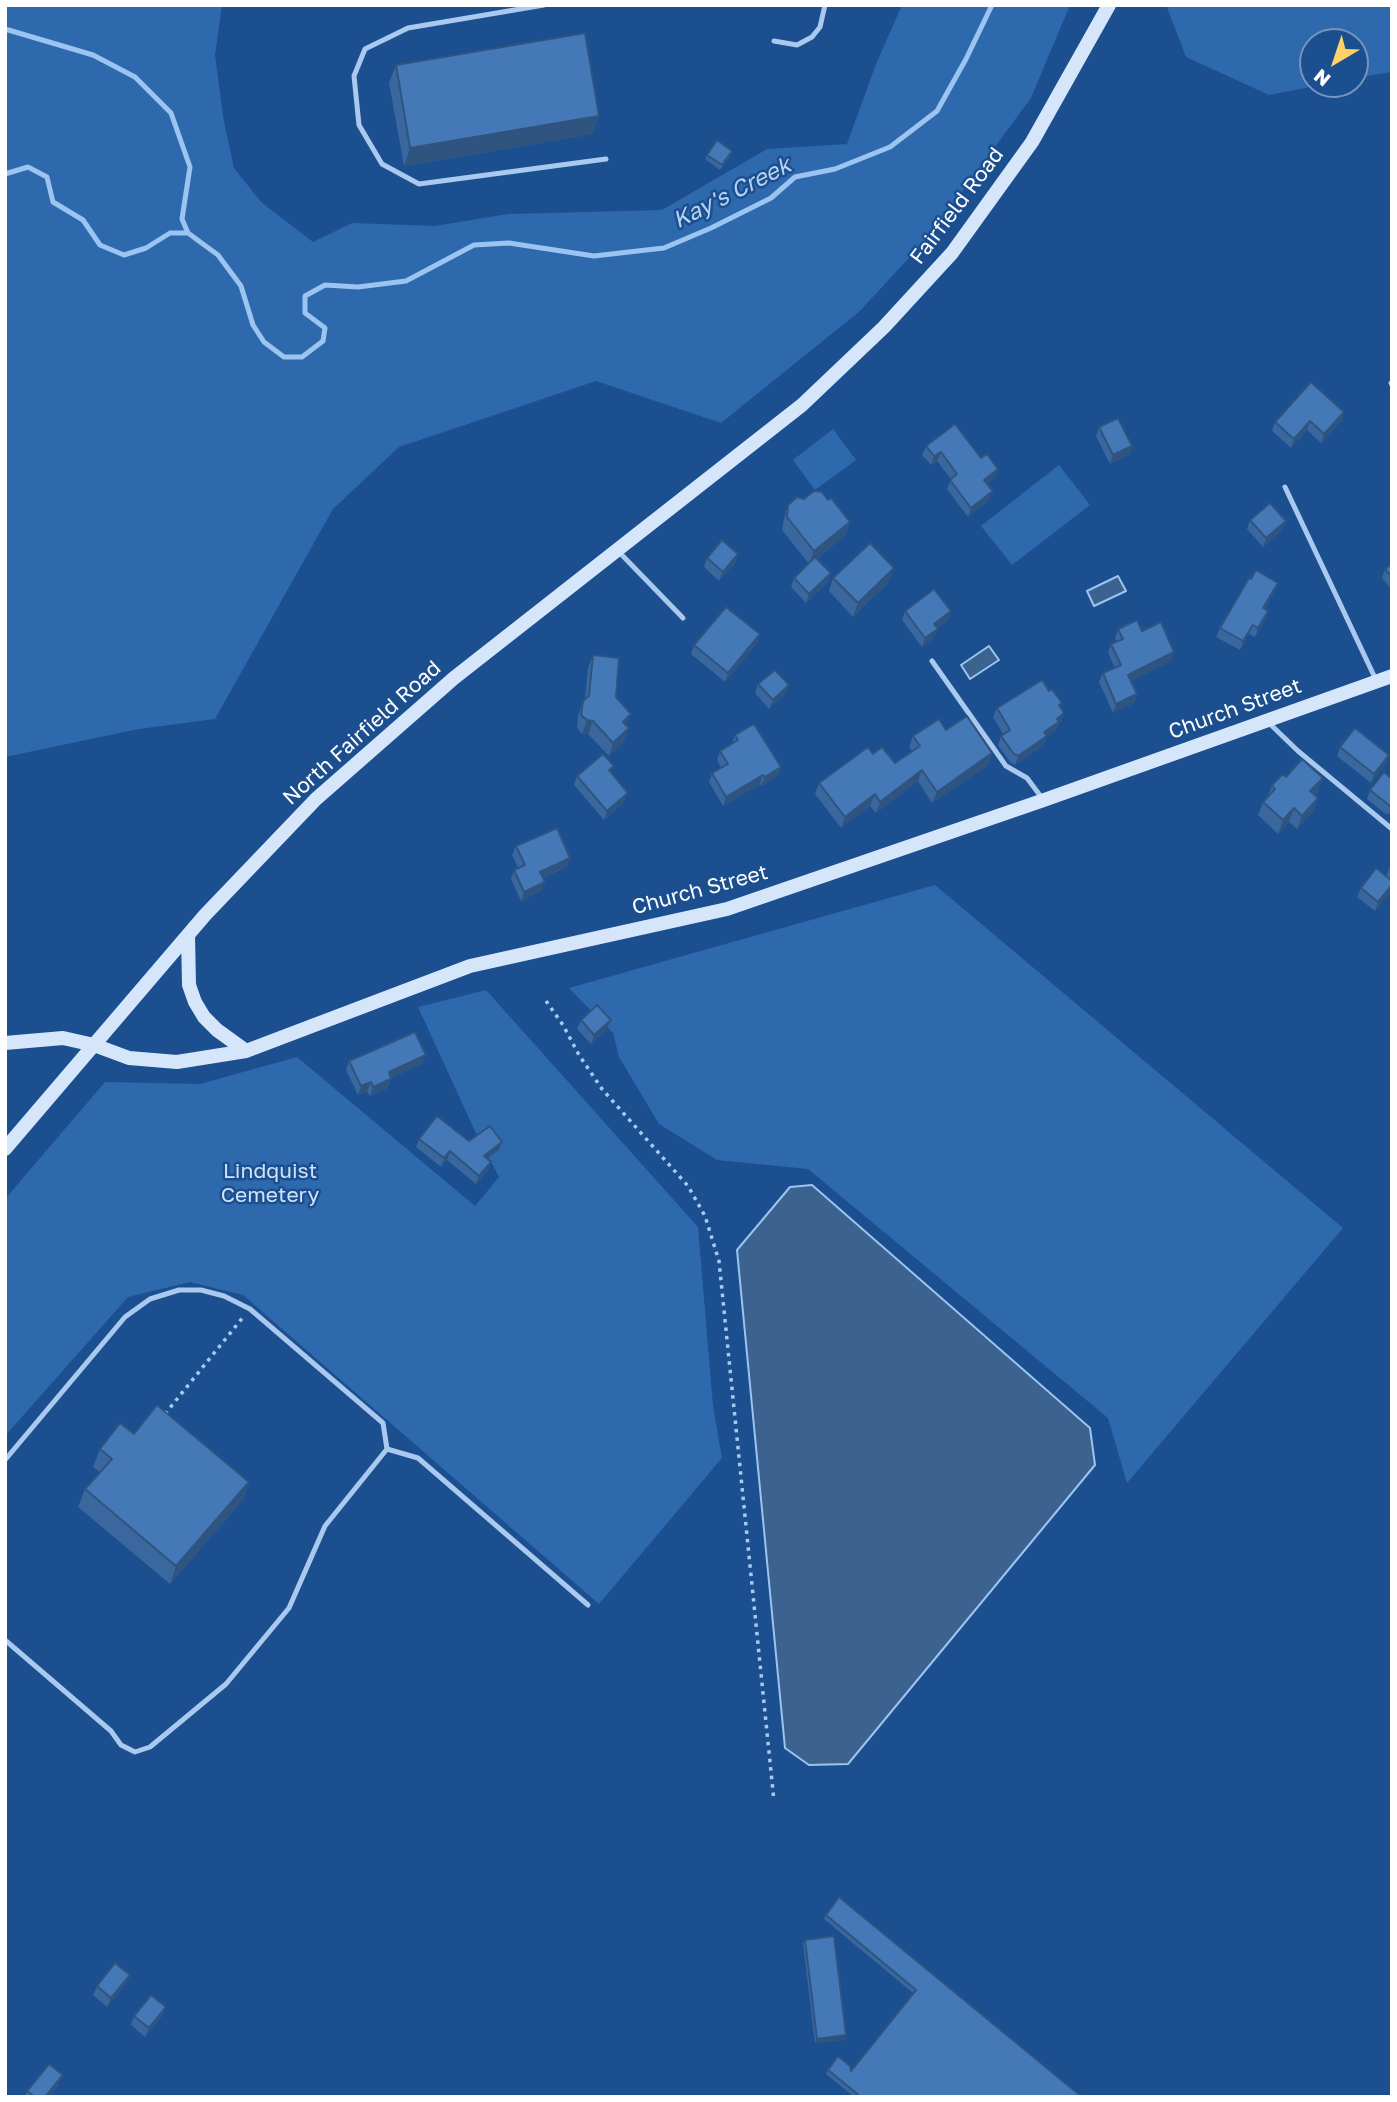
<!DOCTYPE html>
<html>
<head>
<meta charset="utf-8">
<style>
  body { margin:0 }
  #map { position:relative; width:1397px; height:2102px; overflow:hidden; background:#1b4f8f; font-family:"Golos Text",sans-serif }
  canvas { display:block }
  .frame { position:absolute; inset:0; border:7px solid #fff; pointer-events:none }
  .north { position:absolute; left:1299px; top:28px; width:70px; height:70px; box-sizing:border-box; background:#1b4f8f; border:2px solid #7695bc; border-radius:50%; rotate:219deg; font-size:19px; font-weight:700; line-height:28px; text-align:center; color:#fff }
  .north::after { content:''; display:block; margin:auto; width:24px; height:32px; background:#ffd166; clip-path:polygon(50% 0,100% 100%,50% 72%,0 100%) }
</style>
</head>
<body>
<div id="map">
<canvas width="1397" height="2102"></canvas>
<div class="frame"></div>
<div class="north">N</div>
</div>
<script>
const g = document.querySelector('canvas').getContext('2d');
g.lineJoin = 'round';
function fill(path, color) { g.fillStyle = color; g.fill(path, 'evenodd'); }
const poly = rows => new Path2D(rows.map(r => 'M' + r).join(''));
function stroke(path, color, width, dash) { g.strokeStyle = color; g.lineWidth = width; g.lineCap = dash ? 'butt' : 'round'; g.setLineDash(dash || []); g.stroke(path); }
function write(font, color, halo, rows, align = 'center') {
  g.font = font + ' "Golos Text",sans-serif'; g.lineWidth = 5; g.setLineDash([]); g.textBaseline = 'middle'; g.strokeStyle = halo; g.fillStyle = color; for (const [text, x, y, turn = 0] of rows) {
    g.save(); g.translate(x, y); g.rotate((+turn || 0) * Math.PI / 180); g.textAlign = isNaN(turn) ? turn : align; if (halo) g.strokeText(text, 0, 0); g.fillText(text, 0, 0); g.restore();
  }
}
const green = poly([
  [5,5,222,5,215,55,224,122,234,168,261,202,313,242,352,223,435,226,508,214,662,210,767,149,847,144,876,64,902,5,1070,5,1031,98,929,236,860,311,721,423,596,381,399,447,333,509,215,719,139,729,5,757],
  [1166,5,1392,5,1392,72,1355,78,1355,42,1313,42,1313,84,1326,84,1269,95,1186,57],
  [833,429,856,460,815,490,793,460],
  [1059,465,1090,505,1012,565,981,526],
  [935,885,1343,1228,1127,1483,1108,1418,808,1169,717,1160,659,1124,619,1057,613,1033,569,988],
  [486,990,698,1227,713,1406,722,1458,599,1604,243,1295,190,1282,128,1297,5,1436,5,1199,105,1082,200,1084,297,1057,475,1206,499,1177,474,1129,418,1007]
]);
const water = poly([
  [1118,576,1126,591,1094,606,1087,591,1118,576],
  [989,646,999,660,970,679,961,665,989,646],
  [812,1185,1090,1428,1095,1465,848,1764,809,1765,785,1748,737,1250,790,1187,812,1185]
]);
const stream = poly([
  [5,29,93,55,135,77,171,113,190,167,182,219,188,233,218,255,241,286,253,325,264,342,284,357,302,357,323,341,325,328,305,313,305,296,325,285,358,287,406,281,474,245,509,243,594,256,664,248,711,228,771,198,795,177,835,169,890,147,937,111,966,59,992,5],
  [5,174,28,167,47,177,53,202,83,220,100,245,124,255,146,248,170,233,188,233]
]);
const path = poly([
  [546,1001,563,1025,579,1055,602,1089,688,1186,705,1216,719,1261,774,1801],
  [165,1414,244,1316]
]);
const lane = poly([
  [544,5,408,28,365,49,354,76,359,125,382,164,419,184,606,159],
  [774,41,797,45,812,37,820,27,825,5],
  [1391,383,1392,385],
  [1285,487,1376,680],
  [619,552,683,618],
  [932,661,1006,766,1027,778,1042,798],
  [1269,723,1298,751,1392,829],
  [387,1449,418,1458,588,1605],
  [5,1460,125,1317,150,1299,179,1290,201,1290,224,1296,250,1309,383,1423,387,1449,325,1526,289,1608,226,1684,150,1747,135,1752,121,1745,111,1731,5,1640]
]);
const secondary = poly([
  [188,935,189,985,195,1002,204,1017,217,1030,246,1051],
  [5,1043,63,1038,94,1045,129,1058,177,1062,246,1051,470,966,727,909,1044,800,1392,676],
  [5,1149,205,915,316,799,454,678,802,405,884,327,952,253,1032,142,1109,5]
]);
const wall = poly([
  [396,65,593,134,404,166,389,83],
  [732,151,731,155,720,170,705,159,707,155],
  [1344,412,1341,421,1321,443,1307,430,1291,448,1272,431,1275,422],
  [955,424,995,478,987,484,989,500,968,517,947,489,951,479,937,461,931,465,922,455,926,446],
  [1099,427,1132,446,1129,455,1110,464,1096,436],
  [804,499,828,500,850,522,845,535,817,559,828,582,806,603,791,587,794,578,809,564,782,530,784,518,788,505],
  [1250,520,1286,521,1282,530,1263,547,1247,529],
  [738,554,735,563,719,581,704,567,707,558],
  [1392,564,1392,590,1382,578,1385,569],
  [833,578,889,582,853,617,829,591],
  [1251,579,1278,583,1274,592,1265,609,1268,611,1265,620,1255,637,1249,634,1240,650,1216,637,1220,628],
  [905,611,951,611,948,620,937,628,934,638,922,647,902,620],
  [1118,629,1142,631,1171,661,1131,681,1137,694,1134,703,1113,713,1099,682,1103,673,1115,668,1108,653,1111,644,1117,642,1115,638],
  [760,634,757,643,725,682,691,654,694,645],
  [593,655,616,697,624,742,609,756,588,734,582,734,577,728,578,715,583,701,585,699,588,668],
  [758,684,789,685,785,694,769,709,755,693],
  [1060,707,1064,713,1061,722,1058,725,1055,731,1046,737,1044,745,1015,765,1010,762,998,745,1001,736,1003,734,993,717,997,708],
  [946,730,992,753,988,765,932,803,918,781,876,813,870,806,841,828,815,794,819,783,873,754,895,763,912,751,909,747,913,736],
  [735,735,781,767,778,776,761,786,760,784,723,806,709,782,712,773,721,768,717,760,720,751,732,743],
  [1340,747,1386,764,1371,783,1337,756],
  [577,776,624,802,604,820,574,785],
  [1286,777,1318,791,1314,795,1318,798,1313,812,1297,829,1289,822,1278,834,1258,815,1263,802,1268,796,1272,785],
  [1392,779,1392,815,1388,813,1387,815,1367,799,1370,790],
  [516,846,567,867,543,878,541,891,521,901,511,879,514,870,518,868,512,855],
  [1392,865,1392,888,1390,892,1375,911,1357,897,1361,888,1386,877,1389,869],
  [581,1020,607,1029,591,1044,577,1029],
  [426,1055,422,1064,391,1078,388,1088,370,1096,367,1091,358,1095,346,1070,349,1061],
  [419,1139,469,1141,502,1142,499,1150,487,1159,491,1162,488,1170,476,1184,447,1160,441,1167,416,1147],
  [134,1434,249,1482,243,1500,170,1584,78,1507,85,1489,100,1472,93,1467,100,1449],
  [826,1915,1082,2097,854,2097,826,2074,828,2070,851,2071,913,1993,824,1919],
  [805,1940,846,2035,845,2040,815,2043,803,1944],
  [130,1975,126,1984,107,2007,93,1995,97,1986],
  [134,2016,162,2016,145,2037,131,2025],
  [59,2084,49,2097,25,2097,27,2091]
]);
const shadedWall = poly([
  [599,116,593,134,404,166,410,148],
  [1344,412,1341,421,1321,443,1324,434],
  [1310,421,1307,430,1291,448,1294,439],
  [1132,446,1129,455,1110,464,1113,455],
  [941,452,937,461,931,465,934,456],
  [998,469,995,478,981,489,984,480],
  [993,491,989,500,968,517,971,508],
  [1286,521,1282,530,1263,547,1266,538],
  [850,522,845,535,809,565,814,551],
  [738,554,735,563,719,581,723,572],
  [894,568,889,582,853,617,858,603],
  [831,573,828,582,806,603,809,594],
  [1278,583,1274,592,1260,617,1263,608],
  [951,611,948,620,931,633,934,624],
  [1268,611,1265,620,1255,637,1258,628],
  [1253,625,1249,634,1240,650,1243,641],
  [938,629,934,638,922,647,925,638],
  [760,634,757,643,725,682,728,673],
  [1174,652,1171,661,1125,684,1128,675],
  [789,685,785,694,769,709,773,700],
  [1137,694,1134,703,1113,713,1116,704],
  [1064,713,1061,722,1058,725,1055,731,1046,737,1044,745,1015,765,1018,756],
  [631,714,626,727,623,722],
  [587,720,593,721,588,734,582,734],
  [629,728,624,742,609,756,613,743],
  [992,753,988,765,932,803,937,792],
  [1389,755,1386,764,1371,783,1374,774],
  [781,767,778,776,761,786,765,777],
  [922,770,918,781,876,813,880,802],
  [763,775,760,784,723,806,726,797],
  [1323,778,1318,791,1305,805,1310,791],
  [628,793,624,802,604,820,607,811],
  [875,794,870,806,841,828,845,817],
  [1318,798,1313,812,1297,829,1302,816],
  [1294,808,1289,822,1278,834,1283,820],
  [570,858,567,867,536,881,540,872],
  [545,882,541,891,521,901,524,892],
  [1392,885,1390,892,1375,911,1378,902],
  [611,1020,607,1029,591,1044,594,1035],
  [426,1055,422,1064,386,1081,389,1072],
  [391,1079,388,1088,370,1096,373,1087],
  [371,1082,367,1091,358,1095,361,1086],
  [502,1142,499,1150,480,1164,484,1156],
  [450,1151,447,1160,441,1167,444,1158],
  [491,1162,488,1170,476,1184,479,1176],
  [249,1482,243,1500,170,1584,176,1566],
  [130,1975,126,1984,107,2007,111,1998],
  [166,2007,162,2016,145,2037,149,2028],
  [846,2035,845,2040,815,2043,817,2039],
  [63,2075,59,2084,49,2097,45,2097]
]);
const building = poly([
  [585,33,599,116,410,148,396,65,585,33],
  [717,140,732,151,722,165,707,155,717,140],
  [1311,382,1344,412,1324,434,1310,421,1294,439,1275,422,1311,382],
  [1118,418,1132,446,1113,455,1099,427,1118,418],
  [955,424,981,458,987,454,998,469,984,480,993,491,971,508,950,480,957,474,941,452,934,456,926,446,955,424],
  [814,491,822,492,828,500,831,498,850,522,814,551,787,517,788,505,797,497,804,499,814,491],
  [1270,503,1286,521,1266,538,1250,520,1270,503],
  [722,540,738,554,723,572,707,558,722,540],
  [870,543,894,568,858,603,833,578,870,543],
  [815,557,831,573,809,594,794,578,815,557],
  [1392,564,1392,577,1385,569,1392,564],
  [1256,570,1278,583,1263,608,1268,611,1258,628,1253,625,1243,641,1220,628,1249,578,1251,579,1256,570],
  [934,589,951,611,934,624,938,629,925,638,905,611,934,589],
  [726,607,760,634,728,673,694,645,726,607],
  [1137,620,1142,631,1161,622,1174,652,1128,675,1137,694,1116,704,1103,673,1121,665,1111,644,1123,639,1118,629,1137,620],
  [593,655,619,658,616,697,631,714,623,722,629,728,613,743,593,721,587,720,581,715,583,701,589,696,593,655],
  [775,670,789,685,773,700,758,684,775,670],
  [1042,680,1049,691,1052,689,1062,703,1059,705,1064,713,1057,719,1059,722,1044,732,1047,736,1018,756,1013,753,1001,736,1010,730,997,708,1042,680],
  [967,716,992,753,937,792,922,770,880,802,875,794,845,817,819,783,868,747,873,754,882,747,895,763,920,746,913,736,939,719,946,730,967,716],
  [754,724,781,767,765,777,763,775,726,797,712,773,728,764,720,751,738,740,735,735,754,724],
  [1355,728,1389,755,1374,774,1340,747,1355,728],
  [603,754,614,766,609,770,628,793,607,811,577,776,603,754],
  [1302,759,1323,778,1310,791,1318,798,1302,816,1294,808,1283,820,1263,802,1275,789,1272,785,1283,774,1286,777,1302,759],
  [1384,772,1392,779,1392,804,1390,806,1370,790,1384,772],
  [557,828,570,858,540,872,545,882,524,892,514,870,525,865,516,846,557,828],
  [1376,868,1392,881,1392,885,1378,902,1361,888,1376,868],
  [597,1005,611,1020,594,1035,581,1020,597,1005],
  [415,1032,426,1055,389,1072,391,1079,373,1087,371,1082,361,1086,349,1061,415,1032],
  [437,1116,469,1141,490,1126,502,1142,484,1156,491,1162,479,1176,450,1151,444,1158,419,1139,437,1116],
  [157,1405,249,1482,176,1566,85,1489,112,1459,100,1449,120,1423,134,1434,157,1405],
  [839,1897,1082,2097,861,2097,828,2070,838,2056,850,2066,851,2071,916,1990,826,1915,839,1897],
  [834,1936,846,2035,817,2039,805,1940,834,1936],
  [115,1963,130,1975,111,1998,97,1986,115,1963],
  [151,1995,166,2007,149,2028,134,2016,151,1995],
  [49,2064,63,2075,45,2097,35,2097,27,2091,49,2064]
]);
const streetNames = [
  ["Fairfield Road",957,206,-53],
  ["Church Street",1235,709,-20],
  ["North Fairfield Road",362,733,-42],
  ["Church Street",700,890,-15]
];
const parkNames = [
  ["Lindquist",270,1171],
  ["Cemetery",270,1195]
];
const waterNames = [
  ["Kay's Creek",732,193,-27]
];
fill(green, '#2e69ad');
fill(water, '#3c6290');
stroke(water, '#9cc4f0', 2);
stroke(stream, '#9cc4f0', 5);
stroke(path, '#a9c9ee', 3.5, [3.5, 5]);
stroke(lane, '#a9c9ee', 5);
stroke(secondary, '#d6e6fa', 14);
fill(wall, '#3a679d');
fill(shadedWall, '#305480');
fill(building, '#4478b7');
stroke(building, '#305480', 2);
write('21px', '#fff', '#1b4f8f', streetNames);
write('21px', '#cfe3fa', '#1b4f8f', parkNames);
write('italic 23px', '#b5d3f5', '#1b4f8f', waterNames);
</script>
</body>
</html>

## Assigned task
The reply should hold the lines from the top of the records through the line containing "g.lineJoin = 'round';", reproduced exactly, and no pictures.

## Response box
<!DOCTYPE html>
<html>
<head>
<meta charset="utf-8">
<style>
  body { margin:0 }
  #map { position:relative; width:1397px; height:2102px; overflow:hidden; background:#1b4f8f; font-family:"Golos Text",sans-serif }
  canvas { display:block }
  .frame { position:absolute; inset:0; border:7px solid #fff; pointer-events:none }
  .north { position:absolute; left:1299px; top:28px; width:70px; height:70px; box-sizing:border-box; background:#1b4f8f; border:2px solid #7695bc; border-radius:50%; rotate:219deg; font-size:19px; font-weight:700; line-height:28px; text-align:center; color:#fff }
  .north::after { content:''; display:block; margin:auto; width:24px; height:32px; background:#ffd166; clip-path:polygon(50% 0,100% 100%,50% 72%,0 100%) }
</style>
</head>
<body>
<div id="map">
<canvas width="1397" height="2102"></canvas>
<div class="frame"></div>
<div class="north">N</div>
</div>
<script>
const g = document.querySelector('canvas').getContext('2d');
g.lineJoin = 'round';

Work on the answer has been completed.